• **What is expected**: Copy each of the entries below faithfully, setting aside any pictures.

(Stored items)
.....
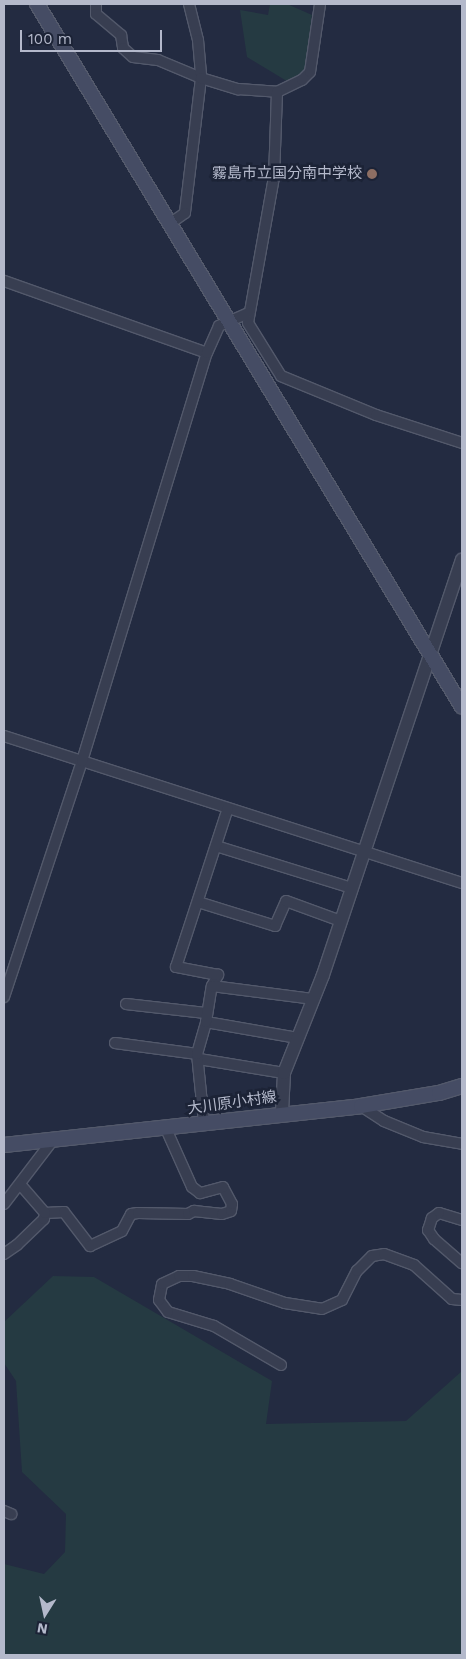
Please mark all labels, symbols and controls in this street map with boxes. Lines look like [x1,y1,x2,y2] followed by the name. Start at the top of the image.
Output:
[22,20,165,52] scale bar
[28,30,72,48] text: 100 m
[212,165,362,183] place label: 霧島市立国分南中学校
[366,168,378,180] marker: 霧島市立国分南中学校
[186,1088,278,1118] street label: 大川原小村線
[20,1589,70,1639] north arrow
[36,1620,49,1638] text: N

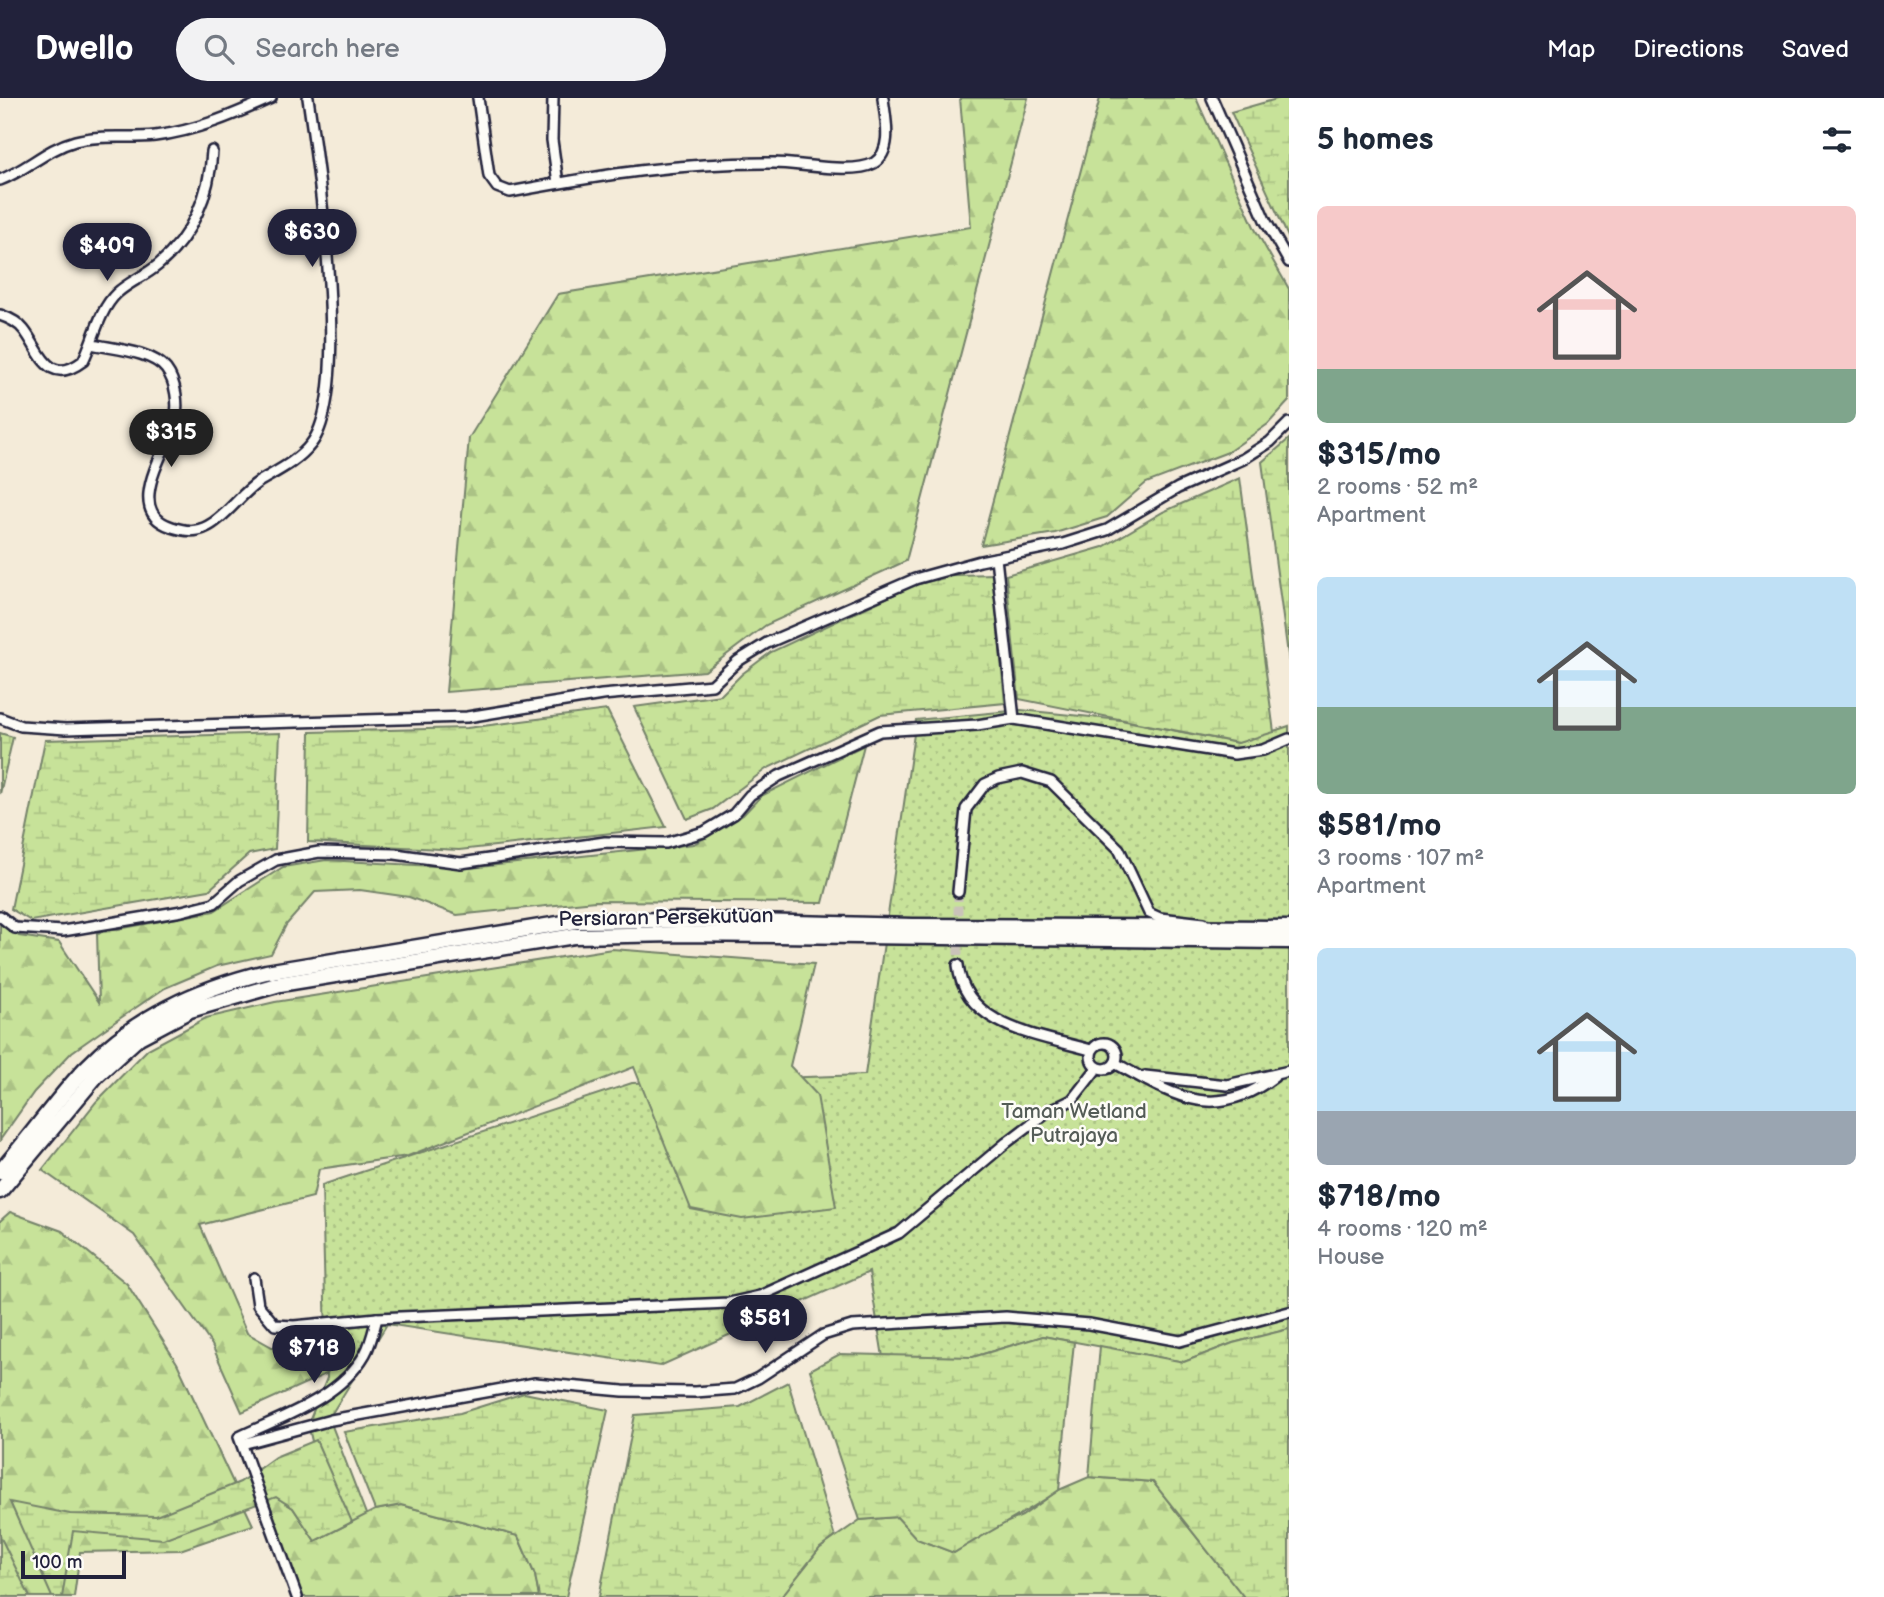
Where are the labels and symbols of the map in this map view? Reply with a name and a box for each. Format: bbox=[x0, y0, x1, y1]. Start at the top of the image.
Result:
pin: $630 bbox=[271, 209, 353, 269]
pin: $409 bbox=[66, 223, 148, 283]
pin: $315 bbox=[130, 410, 212, 469]
street label: Persiaran Persekutuan bbox=[558, 903, 774, 932]
park label: Taman Wetland Putrajaya bbox=[1001, 1099, 1147, 1148]
pin: $581 bbox=[724, 1296, 806, 1355]
pin: $718 bbox=[273, 1326, 355, 1385]
scale bar bbox=[21, 1548, 126, 1580]

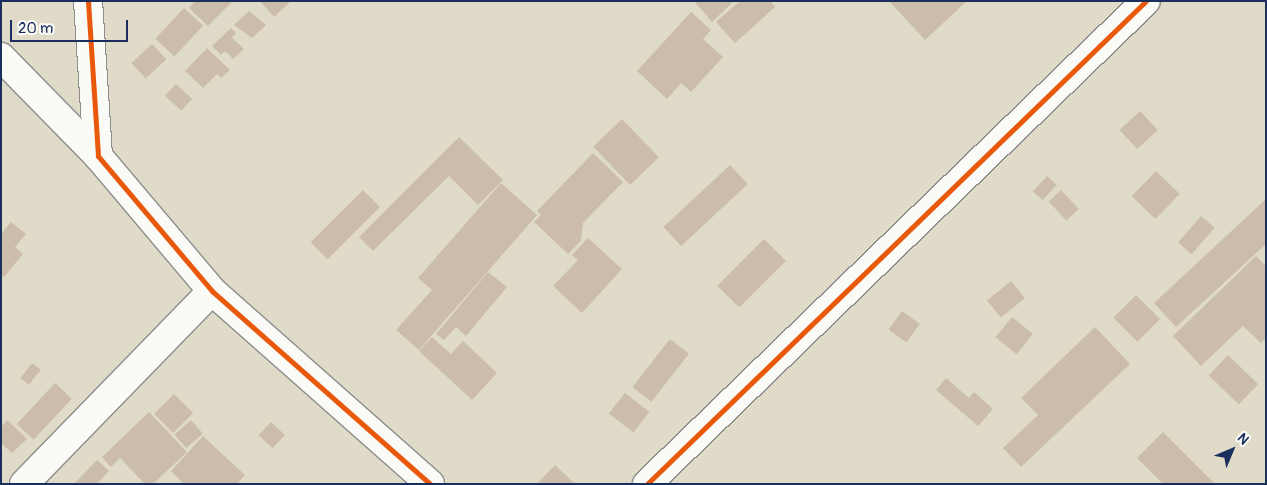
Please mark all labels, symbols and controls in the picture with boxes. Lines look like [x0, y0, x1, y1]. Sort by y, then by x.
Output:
scale bar [12, 10, 130, 42]
text: 20 m [18, 19, 53, 38]
north arrow [1207, 425, 1257, 475]
text: N [1234, 430, 1252, 448]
.....
• **Response below**:
Please mark all labels, symbols and controls in this street map with boxes. Lines look like [x1,y1,x2,y2] followed by the name. Start at the top of the image.
Output:
[22,20,165,52] scale bar
[28,30,72,48] text: 100 m
[212,165,362,183] place label: 霧島市立国分南中学校
[366,168,378,180] marker: 霧島市立国分南中学校
[186,1088,278,1118] street label: 大川原小村線
[20,1589,70,1639] north arrow
[36,1620,49,1638] text: N

Where are the labels and symbols of the map in this map view? Reply with a name and a box for each. Format: bbox=[x0, y0, x1, y1]. Start at the top of the image.
Result:
pin: $630 bbox=[271, 209, 353, 269]
pin: $409 bbox=[66, 223, 148, 283]
pin: $315 bbox=[130, 410, 212, 469]
street label: Persiaran Persekutuan bbox=[558, 903, 774, 932]
park label: Taman Wetland Putrajaya bbox=[1001, 1099, 1147, 1148]
pin: $581 bbox=[724, 1296, 806, 1355]
pin: $718 bbox=[273, 1326, 355, 1385]
scale bar bbox=[21, 1548, 126, 1580]

Please mark all labels, symbols and controls in the picture with boxes. Lines look like [x0, y0, x1, y1]. Sort by y, then by x.
Output:
scale bar [12, 10, 130, 42]
text: 20 m [18, 19, 53, 38]
north arrow [1207, 425, 1257, 475]
text: N [1234, 430, 1252, 448]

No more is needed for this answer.